Activity:
The entries follow. Copy every line in which "canvas" appears.

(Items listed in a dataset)
◇ ◇ ◇ ◇ ◇
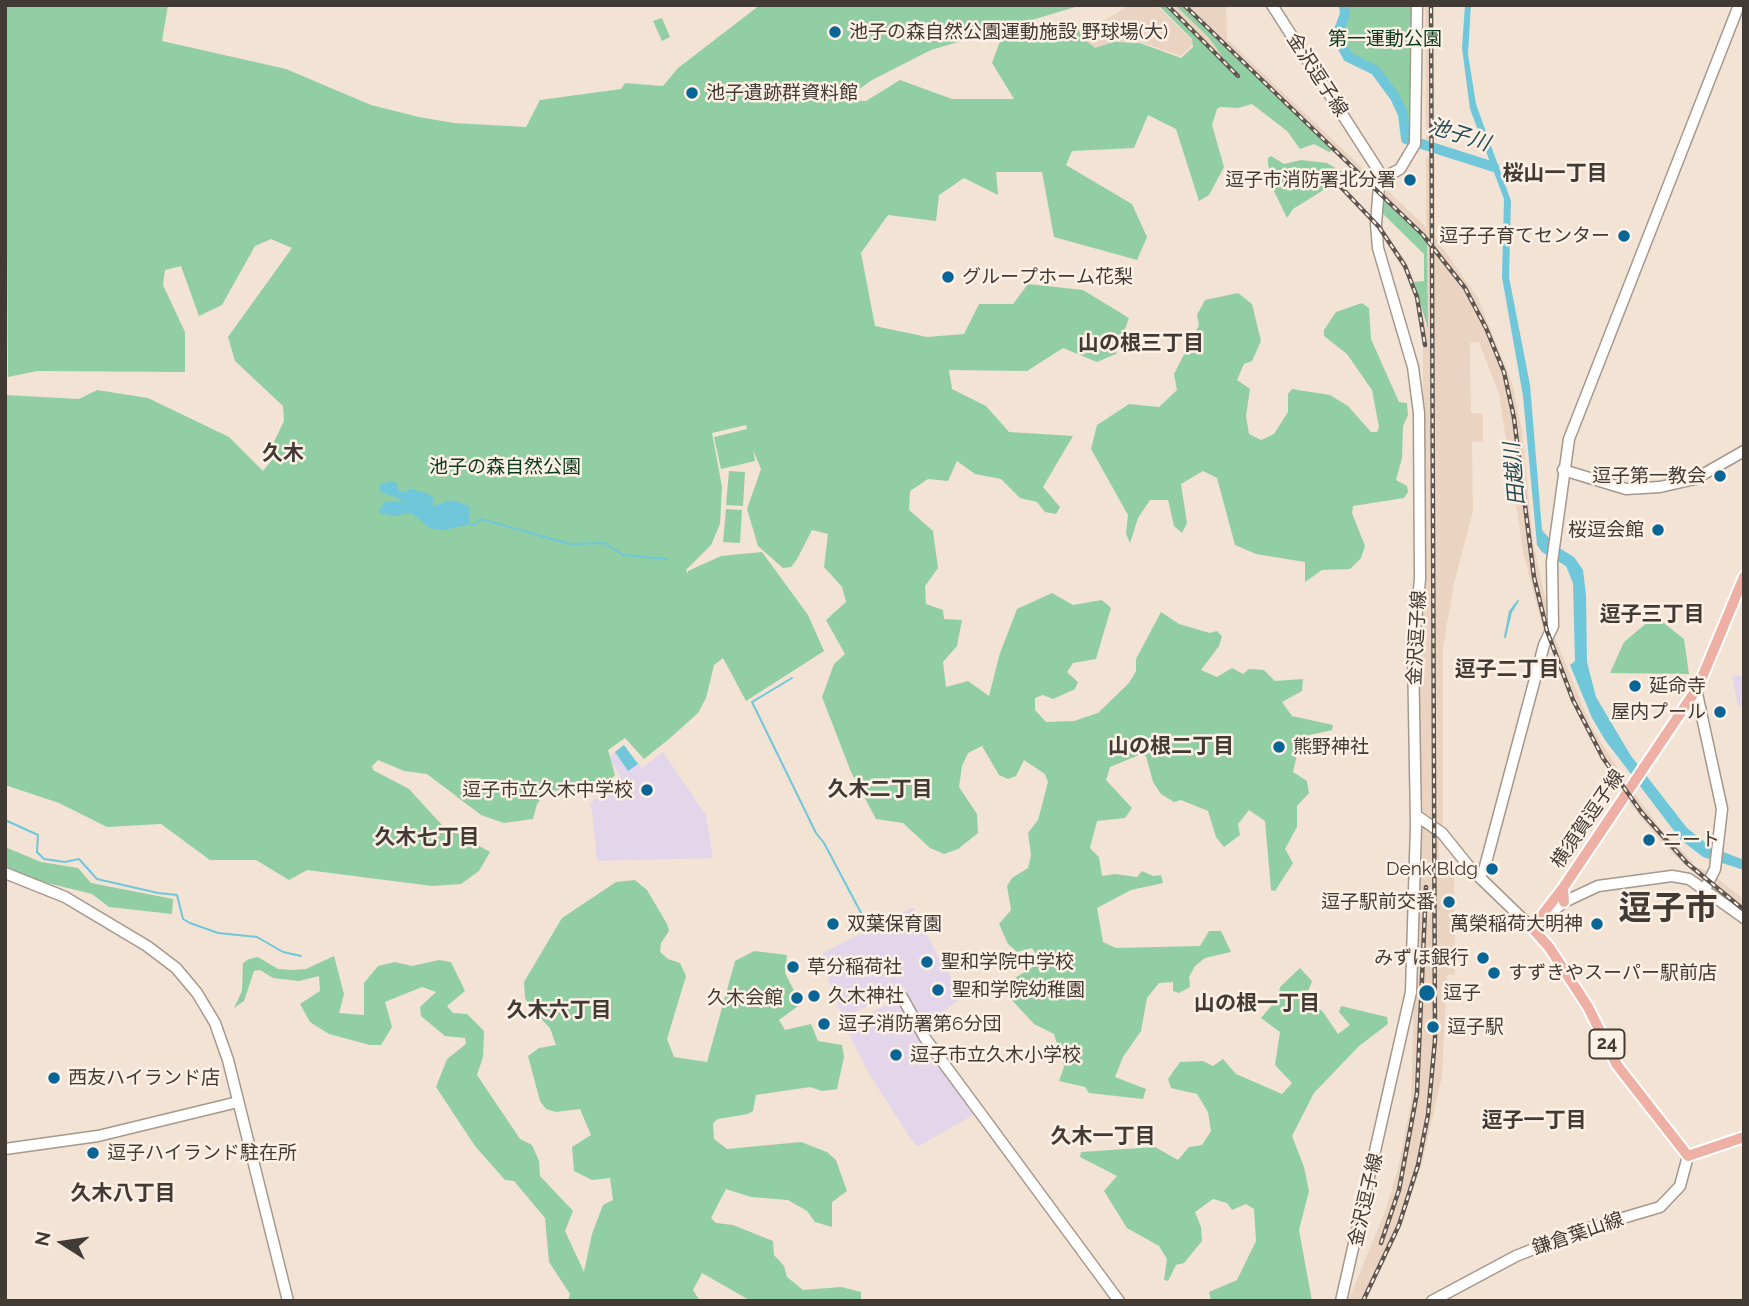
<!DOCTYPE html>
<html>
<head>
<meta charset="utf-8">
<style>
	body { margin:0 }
	#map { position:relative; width:1749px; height:1306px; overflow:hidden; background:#f2e3d5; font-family:Raleway,sans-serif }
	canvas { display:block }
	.frame { position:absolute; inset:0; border:7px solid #413a35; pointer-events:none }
	.north { position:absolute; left:28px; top:1208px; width:70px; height:70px; -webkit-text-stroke:5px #fdf0e5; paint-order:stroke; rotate:282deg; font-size:19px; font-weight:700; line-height:28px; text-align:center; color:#413a35 }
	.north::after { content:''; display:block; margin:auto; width:24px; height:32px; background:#413a35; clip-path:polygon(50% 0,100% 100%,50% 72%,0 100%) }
</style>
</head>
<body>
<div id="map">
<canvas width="1749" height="1306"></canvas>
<div class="frame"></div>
<div class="north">N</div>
</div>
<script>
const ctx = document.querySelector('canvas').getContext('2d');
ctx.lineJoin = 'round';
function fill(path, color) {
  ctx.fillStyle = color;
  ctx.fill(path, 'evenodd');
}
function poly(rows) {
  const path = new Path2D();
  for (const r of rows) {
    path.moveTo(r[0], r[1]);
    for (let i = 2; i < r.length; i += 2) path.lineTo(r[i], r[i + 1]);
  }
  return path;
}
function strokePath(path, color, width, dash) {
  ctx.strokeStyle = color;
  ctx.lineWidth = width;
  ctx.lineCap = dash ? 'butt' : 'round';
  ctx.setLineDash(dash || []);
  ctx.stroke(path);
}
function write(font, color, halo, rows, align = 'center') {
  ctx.font = font + ' Raleway,"Noto Sans JP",sans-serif';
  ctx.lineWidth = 5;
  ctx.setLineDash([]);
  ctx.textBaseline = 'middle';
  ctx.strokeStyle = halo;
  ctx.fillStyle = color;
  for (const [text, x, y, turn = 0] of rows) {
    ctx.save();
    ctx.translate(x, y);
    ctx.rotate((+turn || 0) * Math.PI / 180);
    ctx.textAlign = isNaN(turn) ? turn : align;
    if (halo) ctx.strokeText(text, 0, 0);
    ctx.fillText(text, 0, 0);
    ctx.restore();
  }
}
fill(poly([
	[1130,5,1156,5,1195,43,1181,56,1141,42,1104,46,1089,56,1077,37],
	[1164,5,1175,5,1209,38,1239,75,1237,77],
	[1181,5,1226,5,1227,39,1375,180,1373,190],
	[1425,5,1433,5,1434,140,1426,141],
	[1426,157,1435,157,1435,237,1478,298,1512,383,1522,431,1533,541,1551,624,1545,637,1524,556,1499,394,1479,342,1470,343,1471,413,1483,414,1483,441,1472,442,1473,511,1454,583,1443,647,1443,829,1419,812,1416,662,1423,583,1423,337,1417,304,1406,274,1379,231,1379,224,1405,260,1416,286,1426,328,1427,242,1383,199,1387,190,1426,227],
	[1553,633,1591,726,1627,783,1622,791,1601,759,1572,701,1549,643],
	[1633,791,1664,833,1693,862,1691,865,1708,871,1705,883,1664,845,1639,815,1627,799],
	[1419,825,1439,836,1439,872,1454,873,1455,974,1447,975,1442,1076,1422,1164,1396,1239,1365,1301,1348,1301,1386,1209,1398,1168,1411,1102],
	[1717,878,1744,899,1744,913,1715,892]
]), '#ead4c1');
fill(poly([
	[1744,675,1744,705,1738,706,1732,676],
	[622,746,642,768,663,752,706,815,713,858,597,861,592,809,589,805,621,776,608,758],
	[913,907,937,955,961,992,960,999,924,1026,903,987,846,1017,842,1015,829,982,823,953],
	[893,1001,901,1003,917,1034,975,1114,919,1146,915,1145,871,1077,845,1027]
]), '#e3d6ea');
fill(poly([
	[5,5,168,5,162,41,286,69,371,105,419,117,454,123,526,127,540,100,621,89,625,83,663,86,678,68,760,5,1082,5,931,50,872,80,844,100,866,101,900,80,952,99,1014,99,992,63,1003,33,1054,23,1073,22,1084,39,1095,48,1113,42,1140,43,1181,58,1193,47,1192,39,1158,5,1164,5,1237,77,1209,38,1175,5,1181,5,1333,150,1329,152,1314,144,1300,149,1287,131,1252,104,1238,108,1220,107,1217,109,1212,125,1224,167,1209,195,1199,201,1176,129,1148,115,1134,148,1072,151,1066,165,1132,204,1147,237,1137,260,1054,237,1042,172,996,172,998,195,964,178,939,195,936,221,888,215,861,253,875,326,927,337,964,334,979,304,1013,304,1028,284,1083,290,1129,318,1116,354,1097,362,1063,348,1027,371,949,370,952,389,986,406,1009,432,1073,436,1043,487,1060,507,1056,514,1045,512,1037,502,1020,498,1001,479,975,474,957,461,948,481,928,479,910,491,909,510,933,531,938,568,925,586,926,604,943,610,944,619,962,620,957,646,943,662,946,687,968,681,989,696,1000,653,1017,609,1052,593,1073,605,1102,600,1111,608,1096,659,1073,663,1067,672,1078,682,1075,689,1053,699,1043,695,1035,698,1035,710,1046,722,1074,721,1098,713,1129,683,1136,671,1136,659,1161,612,1179,624,1210,633,1217,631,1222,636,1219,646,1201,670,1217,677,1232,668,1243,674,1249,669,1264,670,1275,681,1303,679,1302,691,1282,702,1292,716,1333,725,1332,730,1301,737,1293,772,1307,781,1309,793,1297,806,1297,827,1285,849,1293,863,1275,891,1271,890,1265,821,1249,810,1238,824,1240,835,1224,847,1216,837,1208,811,1181,800,1174,802,1161,794,1153,782,1146,756,1139,755,1110,767,1106,780,1132,808,1125,818,1097,821,1090,848,1099,857,1102,876,1115,874,1137,877,1142,871,1153,876,1161,875,1163,883,1131,890,1097,908,1103,942,1116,948,1200,946,1209,931,1221,931,1231,952,1205,958,1195,966,1189,977,1190,987,1179,993,1173,991,1173,982,1159,983,1147,998,1141,1031,1123,1057,1115,1077,1146,1089,1143,1099,1089,1093,1085,1087,1059,1081,1064,1067,1054,1034,1034,1024,1011,999,1015,978,1041,962,1032,948,1017,952,1008,944,999,924,1011,910,1007,886,1012,878,1028,868,1031,855,1028,833,1038,820,1048,782,1045,774,1024,760,1016,776,1008,779,999,775,982,746,968,753,962,766,959,787,977,814,978,833,958,849,944,854,930,848,903,823,876,819,851,772,822,697,834,664,845,654,826,620,846,602,842,587,824,567,828,534,812,530,797,559,791,567,783,568,758,546,747,509,761,469,753,450,755,461,721,469,714,437,747,429,746,425,712,433,722,487,720,524,711,545,686,570,688,574,688,571,721,556,762,552,808,615,824,651,746,701,723,658,714,665,706,698,698,713,669,739,644,759,625,738,608,750,615,775,598,793,548,790,537,804,533,819,504,823,481,815,427,774,404,771,378,760,372,766,373,770,409,789,442,825,490,852,479,871,461,884,432,886,307,870,289,880,256,860,210,860,161,824,107,827,59,803,5,785,5,395,79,399,97,390,148,398,229,437,263,471,275,456,270,450,284,421,283,406,235,361,228,337,292,248,271,239,255,246,222,305,199,316,181,266,165,270,163,285,185,332,185,372,37,371,8,377],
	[1344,5,1418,5,1417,135,1375,70,1348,57,1338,33,1345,14],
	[662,18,670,37,662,41,653,21],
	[1271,156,1284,164,1301,160,1327,163,1344,173,1341,179,1293,209,1287,218,1274,191,1268,164,1268,158],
	[1383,199,1427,242,1428,329,1414,282,1424,281,1424,254,1379,210],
	[1238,293,1252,304,1261,341,1252,361,1244,364,1237,380,1250,389,1246,416,1249,434,1261,440,1274,434,1288,412,1288,394,1292,389,1330,395,1348,406,1371,432,1377,432,1379,427,1372,390,1347,354,1324,336,1324,330,1336,312,1362,303,1369,308,1371,339,1399,402,1407,403,1408,415,1403,426,1402,458,1396,480,1407,486,1408,492,1404,498,1353,506,1352,513,1365,546,1361,558,1350,569,1322,570,1305,582,1305,562,1256,554,1235,545,1217,478,1203,471,1181,484,1187,523,1182,533,1174,526,1168,500,1150,500,1138,518,1130,543,1126,534,1128,515,1091,449,1097,425,1129,404,1159,407,1177,390,1174,374,1199,325,1197,315,1205,300],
	[729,471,745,472,743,506,726,505],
	[726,509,742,510,740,543,723,542],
	[1655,616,1684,639,1689,674,1610,673,1624,642],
	[5,847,41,862,78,868,91,883,173,899,172,914,109,907,92,894,35,880,5,866],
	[635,880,647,890,667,924,669,931,661,943,660,952,668,959,680,963,686,976,667,1039,674,1057,707,1062,735,961,754,951,787,955,785,973,801,1004,779,1020,785,1030,811,1024,818,1041,842,1045,844,1057,837,1089,822,1091,810,1087,756,1095,753,1111,748,1114,718,1119,713,1123,714,1139,727,1149,801,1142,827,1152,836,1160,847,1191,832,1202,832,1227,815,1222,807,1211,788,1200,751,1197,726,1189,711,1218,716,1223,733,1225,773,1241,774,1255,784,1266,787,1277,803,1290,841,1287,861,1292,861,1301,751,1301,702,1273,693,1290,700,1301,568,1301,570,1294,549,1262,545,1218,514,1181,505,1180,475,1146,436,1087,447,1059,466,1044,465,1038,445,1036,421,1016,420,1007,436,992,422,987,385,1002,392,1027,381,1045,370,1045,329,1034,310,1022,300,1004,320,991,319,976,299,981,273,978,260,970,254,971,244,1001,234,1008,242,991,243,963,249,959,258,957,278,969,293,970,306,969,334,956,344,994,339,1013,364,1015,364,983,378,966,395,962,412,966,439,960,451,962,465,991,447,1006,453,1013,467,1014,484,1031,483,1057,477,1075,520,1139,532,1145,539,1161,540,1176,573,1211,565,1231,584,1272,592,1234,603,1205,613,1200,610,1178,592,1180,574,1171,572,1147,591,1135,580,1109,556,1112,546,1109,540,1101,528,1056,539,1048,556,1045,550,1028,532,1010,525,998,524,982,562,918,616,882],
	[1300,968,1312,981,1306,997,1323,1012,1338,1034,1350,1025,1339,1012,1341,1006,1387,1017,1388,1024,1359,1046,1314,1093,1292,1136,1304,1167,1309,1191,1299,1230,1312,1301,1211,1301,1209,1292,1237,1280,1256,1241,1254,1209,1246,1204,1232,1210,1227,1203,1213,1199,1195,1212,1201,1227,1202,1241,1184,1263,1176,1265,1168,1281,1164,1280,1167,1259,1159,1246,1127,1228,1104,1191,1117,1176,1080,1157,1081,1152,1155,1147,1178,1160,1189,1147,1202,1145,1211,1131,1208,1112,1197,1094,1171,1088,1168,1079,1180,1062,1203,1061,1213,1066,1223,1059,1236,1074,1282,1094,1292,1083,1275,1065,1280,1032,1261,1018,1278,998,1280,987]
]), '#92cea4');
fill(poly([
	[1465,5,1471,5,1468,54,1476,104,1511,201,1509,277,1530,385,1542,530,1556,546,1574,557,1583,570,1586,595,1587,662,1596,697,1631,756,1687,828,1711,847,1744,860,1744,870,1703,857,1681,840,1605,740,1592,718,1570,665,1575,661,1573,583,1566,566,1542,552,1537,545,1523,396,1502,277,1504,199,1470,109,1462,48],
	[390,481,397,483,399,491,406,492,409,488,429,494,434,498,432,506,452,500,469,506,470,524,445,530,429,528,412,513,393,516,380,513,379,510,385,502,404,501,379,491,379,485],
	[624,745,638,764,628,771,615,752]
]), '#70c7d9');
strokePath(poly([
	[470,524,474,525,481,519,570,544,605,543,623,555,667,559],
	[1518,601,1511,612,1505,637,1510,611,1518,601],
	[792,678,752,702,816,833,824,843,869,928],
	[5,820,38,835,37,852,44,859,65,862,79,859,97,879,158,893,177,895,183,919,190,923,218,933,257,937,283,952,301,956]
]), '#70c7d9', 2);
strokePath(poly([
	[1344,5,1345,14,1338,33,1342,46,1348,57,1375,70,1395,97,1403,114,1406,139,1494,167]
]), '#70c7d9', 10);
const secondary = poly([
	[1272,5,1380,173,1376,224,1378,248,1413,367,1419,413,1420,579,1413,652,1416,825,1411,992,1341,1301],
	[1381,179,1400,169,1415,144,1417,5],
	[1563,470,1626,489,1660,487,1695,479,1744,451],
	[1696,689,1722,809,1715,869,1705,889],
	[1417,816,1442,833,1471,869,1532,928,1564,902,1598,886,1672,876,1689,879,1744,918],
	[5,873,65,897,147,946,176,968,197,993,215,1023,228,1060,288,1301],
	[1479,877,1484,870,1544,645,1553,626,1552,562,1569,439,1739,5],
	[902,997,925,1038,1119,1301],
	[5,1149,98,1136,238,1102],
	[1432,1301,1516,1256,1582,1230,1660,1207,1680,1186,1688,1156]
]);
const primary = poly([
	[1744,577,1698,687,1563,888,1532,928,1549,947,1588,1007,1617,1065,1688,1156,1744,1137],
	[1563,888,1564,902]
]);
strokePath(secondary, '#a6988b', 13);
strokePath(primary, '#fff', 14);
strokePath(secondary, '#fff', 10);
strokePath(primary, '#eeb0a5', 10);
const rail = poly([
	[1167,5,1238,76],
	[1184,5,1423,235,1465,288,1486,328,1504,372,1514,418,1534,577,1547,631,1573,700,1603,758,1642,813,1687,863,1744,910],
	[1338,184,1379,227,1405,266,1417,297,1425,345],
	[1381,1243,1399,1190,1417,1093,1426,887],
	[1363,1301,1399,1225,1418,1165,1428,1115,1435,1040,1431,5]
]);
strokePath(rail, '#5e564f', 4.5);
strokePath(rail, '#fdf0e5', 2, [5]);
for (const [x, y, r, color] of [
	[835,32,7,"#086595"],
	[692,93,7,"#086595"],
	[1410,180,7,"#086595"],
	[1624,236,7,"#086595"],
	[948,277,7,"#086595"],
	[1720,476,7,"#086595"],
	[1658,530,7,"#086595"],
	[1635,686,7,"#086595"],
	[1720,712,7,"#086595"],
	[1279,747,7,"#086595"],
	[647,790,7,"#086595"],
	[1649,840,7,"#086595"],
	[1492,869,7,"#086595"],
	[1449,902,7,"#086595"],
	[833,924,7,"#086595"],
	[1597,924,7,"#086595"],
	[1483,958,7,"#086595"],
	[927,962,7,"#086595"],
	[793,967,7,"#086595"],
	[1494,973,7,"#086595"],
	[938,990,7,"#086595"],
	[1427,993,9,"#086595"],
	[814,996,7,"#086595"],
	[797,998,7,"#086595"],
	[824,1024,7,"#086595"],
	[1433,1027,7,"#086595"],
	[896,1055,7,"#086595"],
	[54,1078,7,"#086595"],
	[93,1153,7,"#086595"]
]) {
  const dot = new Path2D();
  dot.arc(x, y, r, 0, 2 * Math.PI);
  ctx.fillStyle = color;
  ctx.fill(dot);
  strokePath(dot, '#fdf0e5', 2.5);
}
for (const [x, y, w] of [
	[1607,1044,35]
]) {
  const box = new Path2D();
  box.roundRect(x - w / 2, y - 14.5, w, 29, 5);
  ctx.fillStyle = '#fdf0e5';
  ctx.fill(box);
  strokePath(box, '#413a35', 2);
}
write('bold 18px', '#413a35', null, [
	["24",1607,1044]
]);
write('19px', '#413a35', '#fdf0e5', [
	["池子の森自然公園運動施設 野球場(大)",849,32],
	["池子遺跡群資料館",706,93],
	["逗子市消防署北分署",1396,180,"right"],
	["逗子子育てセンター",1610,236,"right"],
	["グループホーム花梨",962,277],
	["逗子第一教会",1706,476,"right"],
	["桜逗会館",1644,530,"right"],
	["延命寺",1649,686],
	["屋内プール",1706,712,"right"],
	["熊野神社",1293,747],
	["逗子市立久木中学校",633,790,"right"],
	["ニート",1663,840],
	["Denk Bldg",1478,869,"right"],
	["逗子駅前交番",1435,902,"right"],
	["双葉保育園",847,924],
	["萬榮稲荷大明神",1583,924,"right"],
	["みずほ銀行",1469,958,"right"],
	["聖和学院中学校",941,962],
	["草分稲荷社",807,967],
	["すずきやスーパー駅前店",1508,973],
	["聖和学院幼稚園",952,990],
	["逗子",1443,993],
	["久木神社",828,996],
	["久木会館",783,998,"right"],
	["逗子消防署第6分団",838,1024],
	["逗子駅",1447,1027],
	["逗子市立久木小学校",910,1055],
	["西友ハイランド店",68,1078],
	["逗子ハイランド駐在所",107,1153]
], 'left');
write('19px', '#093a1e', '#fdf0e5', [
	["第一運動公園",1385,39],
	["池子の森自然公園",505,467]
]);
write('19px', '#413a35', '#fdf0e5', [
	["金沢逗子線",1317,75,57],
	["金沢逗子線",1417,638,-87],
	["横須賀逗子線",1588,819,-56],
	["金沢逗子線",1366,1200,-77],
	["鎌倉葉山線",1578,1234,-19]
]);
write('italic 21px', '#254d55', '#fdf0e5', [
	["池子川",1459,135,18],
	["田越川",1515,474,-95]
]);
write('bold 21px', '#413a35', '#fdf0e5', [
	["桜山一丁目",1555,174],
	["山の根三丁目",1141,344],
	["久木",283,454],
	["逗子三丁目",1652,615],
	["逗子二丁目",1507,670],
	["山の根二丁目",1171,747],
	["久木二丁目",880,790],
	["久木七丁目",427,838],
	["山の根一丁目",1257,1004],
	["久木六丁目",559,1011],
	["逗子一丁目",1534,1121],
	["久木一丁目",1103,1137],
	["久木八丁目",123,1194]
]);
write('bold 33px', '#413a35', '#fdf0e5', [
	["逗子市",1668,909]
]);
</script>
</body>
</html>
◇ ◇ ◇ ◇ ◇
Response to this exercise:
	canvas { display:block }
<canvas width="1749" height="1306"></canvas>
const ctx = document.querySelector('canvas').getContext('2d');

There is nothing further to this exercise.